Look through the lines below, find those with the word "Maria", and copy them.

== Saved data entries ==
★ ★ ★ ★
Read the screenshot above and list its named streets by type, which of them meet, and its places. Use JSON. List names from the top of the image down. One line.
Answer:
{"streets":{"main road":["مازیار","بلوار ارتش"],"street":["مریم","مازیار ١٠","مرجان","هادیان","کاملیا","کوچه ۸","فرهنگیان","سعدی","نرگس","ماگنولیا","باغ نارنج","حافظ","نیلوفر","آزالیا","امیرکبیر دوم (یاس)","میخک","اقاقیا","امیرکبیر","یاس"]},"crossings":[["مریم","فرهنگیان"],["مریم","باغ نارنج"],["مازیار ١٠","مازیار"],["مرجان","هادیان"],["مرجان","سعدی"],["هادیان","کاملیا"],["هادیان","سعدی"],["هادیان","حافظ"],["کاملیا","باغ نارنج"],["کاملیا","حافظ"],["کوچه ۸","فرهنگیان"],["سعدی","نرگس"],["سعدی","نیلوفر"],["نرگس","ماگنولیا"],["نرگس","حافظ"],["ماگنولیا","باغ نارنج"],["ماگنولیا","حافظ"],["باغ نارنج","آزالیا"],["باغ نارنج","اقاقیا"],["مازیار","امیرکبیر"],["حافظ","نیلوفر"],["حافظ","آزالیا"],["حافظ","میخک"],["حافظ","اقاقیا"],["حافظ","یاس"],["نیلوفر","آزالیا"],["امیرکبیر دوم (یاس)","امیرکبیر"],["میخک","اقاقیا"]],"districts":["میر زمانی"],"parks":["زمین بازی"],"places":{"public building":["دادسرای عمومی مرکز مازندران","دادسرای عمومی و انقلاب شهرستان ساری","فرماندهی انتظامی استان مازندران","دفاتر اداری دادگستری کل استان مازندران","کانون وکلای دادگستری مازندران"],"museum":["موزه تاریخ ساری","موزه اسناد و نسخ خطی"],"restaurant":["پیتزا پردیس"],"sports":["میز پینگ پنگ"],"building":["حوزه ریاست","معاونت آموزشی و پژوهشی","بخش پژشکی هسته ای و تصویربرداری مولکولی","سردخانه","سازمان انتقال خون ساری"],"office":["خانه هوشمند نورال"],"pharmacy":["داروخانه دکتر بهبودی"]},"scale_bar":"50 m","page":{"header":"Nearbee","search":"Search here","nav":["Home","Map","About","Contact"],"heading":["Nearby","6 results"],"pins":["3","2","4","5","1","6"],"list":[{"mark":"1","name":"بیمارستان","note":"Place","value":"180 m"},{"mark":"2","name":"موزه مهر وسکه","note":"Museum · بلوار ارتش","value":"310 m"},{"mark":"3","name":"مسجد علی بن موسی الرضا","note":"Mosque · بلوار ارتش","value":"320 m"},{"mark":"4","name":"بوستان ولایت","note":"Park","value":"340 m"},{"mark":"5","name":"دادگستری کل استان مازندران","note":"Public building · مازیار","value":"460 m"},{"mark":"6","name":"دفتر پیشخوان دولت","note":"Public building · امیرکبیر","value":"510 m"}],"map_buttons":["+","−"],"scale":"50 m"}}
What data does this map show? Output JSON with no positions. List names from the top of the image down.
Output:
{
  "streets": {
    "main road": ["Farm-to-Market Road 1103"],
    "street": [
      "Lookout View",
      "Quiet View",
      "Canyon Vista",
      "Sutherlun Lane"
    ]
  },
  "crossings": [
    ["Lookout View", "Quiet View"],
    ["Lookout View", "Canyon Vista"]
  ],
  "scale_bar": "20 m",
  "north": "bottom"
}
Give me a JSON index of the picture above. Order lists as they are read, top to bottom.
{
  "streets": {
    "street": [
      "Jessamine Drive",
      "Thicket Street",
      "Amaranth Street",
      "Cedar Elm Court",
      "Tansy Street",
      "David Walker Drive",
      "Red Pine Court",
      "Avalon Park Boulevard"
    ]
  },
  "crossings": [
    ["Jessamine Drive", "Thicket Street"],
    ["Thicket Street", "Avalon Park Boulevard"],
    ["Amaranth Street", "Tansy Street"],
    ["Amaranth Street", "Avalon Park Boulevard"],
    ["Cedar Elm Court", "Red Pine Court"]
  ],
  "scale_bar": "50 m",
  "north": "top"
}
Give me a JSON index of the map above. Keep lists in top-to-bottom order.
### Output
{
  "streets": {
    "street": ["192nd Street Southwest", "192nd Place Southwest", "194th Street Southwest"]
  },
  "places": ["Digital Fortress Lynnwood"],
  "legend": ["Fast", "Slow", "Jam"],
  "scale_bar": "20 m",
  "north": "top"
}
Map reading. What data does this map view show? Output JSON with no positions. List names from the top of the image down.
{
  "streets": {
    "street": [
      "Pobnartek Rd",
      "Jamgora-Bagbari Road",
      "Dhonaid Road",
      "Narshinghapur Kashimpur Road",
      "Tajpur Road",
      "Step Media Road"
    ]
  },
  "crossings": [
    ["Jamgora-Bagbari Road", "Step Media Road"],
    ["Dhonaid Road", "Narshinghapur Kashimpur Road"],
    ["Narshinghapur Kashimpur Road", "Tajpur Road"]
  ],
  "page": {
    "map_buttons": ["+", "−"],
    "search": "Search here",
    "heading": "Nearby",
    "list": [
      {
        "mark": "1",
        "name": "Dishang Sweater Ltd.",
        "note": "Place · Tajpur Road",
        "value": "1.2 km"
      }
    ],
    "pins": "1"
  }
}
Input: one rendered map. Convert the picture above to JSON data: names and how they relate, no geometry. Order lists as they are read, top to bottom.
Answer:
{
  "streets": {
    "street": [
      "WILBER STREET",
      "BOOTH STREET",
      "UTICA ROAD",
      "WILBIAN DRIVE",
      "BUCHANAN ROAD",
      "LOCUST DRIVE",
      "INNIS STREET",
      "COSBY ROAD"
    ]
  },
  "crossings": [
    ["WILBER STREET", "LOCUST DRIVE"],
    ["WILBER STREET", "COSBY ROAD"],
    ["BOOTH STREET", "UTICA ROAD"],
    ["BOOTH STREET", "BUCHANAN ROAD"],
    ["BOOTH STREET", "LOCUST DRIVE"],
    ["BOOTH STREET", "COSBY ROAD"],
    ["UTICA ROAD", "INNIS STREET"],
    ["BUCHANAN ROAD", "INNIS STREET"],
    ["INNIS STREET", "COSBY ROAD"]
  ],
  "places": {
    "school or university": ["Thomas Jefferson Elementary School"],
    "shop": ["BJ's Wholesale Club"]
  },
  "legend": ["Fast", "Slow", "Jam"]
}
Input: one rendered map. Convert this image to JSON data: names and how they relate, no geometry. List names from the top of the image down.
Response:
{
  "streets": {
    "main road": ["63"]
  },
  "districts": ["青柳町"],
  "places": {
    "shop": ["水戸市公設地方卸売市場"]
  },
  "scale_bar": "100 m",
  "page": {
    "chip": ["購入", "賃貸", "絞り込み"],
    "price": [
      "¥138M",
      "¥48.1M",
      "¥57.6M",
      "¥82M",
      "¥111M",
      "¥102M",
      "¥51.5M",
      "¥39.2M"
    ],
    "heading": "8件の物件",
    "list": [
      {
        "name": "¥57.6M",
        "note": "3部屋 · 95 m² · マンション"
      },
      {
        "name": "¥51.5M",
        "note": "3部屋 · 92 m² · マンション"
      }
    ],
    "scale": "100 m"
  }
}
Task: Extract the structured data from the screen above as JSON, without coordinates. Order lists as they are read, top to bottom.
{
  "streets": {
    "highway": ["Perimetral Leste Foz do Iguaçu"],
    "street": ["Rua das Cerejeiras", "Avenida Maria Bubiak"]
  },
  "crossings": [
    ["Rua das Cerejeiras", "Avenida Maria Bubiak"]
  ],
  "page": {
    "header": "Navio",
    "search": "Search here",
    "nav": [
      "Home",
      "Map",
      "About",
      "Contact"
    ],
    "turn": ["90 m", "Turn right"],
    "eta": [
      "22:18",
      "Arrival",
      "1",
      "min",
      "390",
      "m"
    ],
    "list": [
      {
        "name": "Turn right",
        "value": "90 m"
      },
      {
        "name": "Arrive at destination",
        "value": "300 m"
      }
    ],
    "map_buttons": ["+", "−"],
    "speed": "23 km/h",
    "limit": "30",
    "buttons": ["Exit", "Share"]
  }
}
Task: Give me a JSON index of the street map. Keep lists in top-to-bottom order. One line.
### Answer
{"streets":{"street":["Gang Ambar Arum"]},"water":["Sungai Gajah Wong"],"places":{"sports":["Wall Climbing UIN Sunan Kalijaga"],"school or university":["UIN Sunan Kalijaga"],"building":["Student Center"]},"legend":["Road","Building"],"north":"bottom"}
★ ★ ★ ★
== ANSWER TO THE PROBLEM ==
    "street": ["Rua das Cerejeiras", "Avenida Maria Bubiak"]
    ["Rua das Cerejeiras", "Avenida Maria Bubiak"]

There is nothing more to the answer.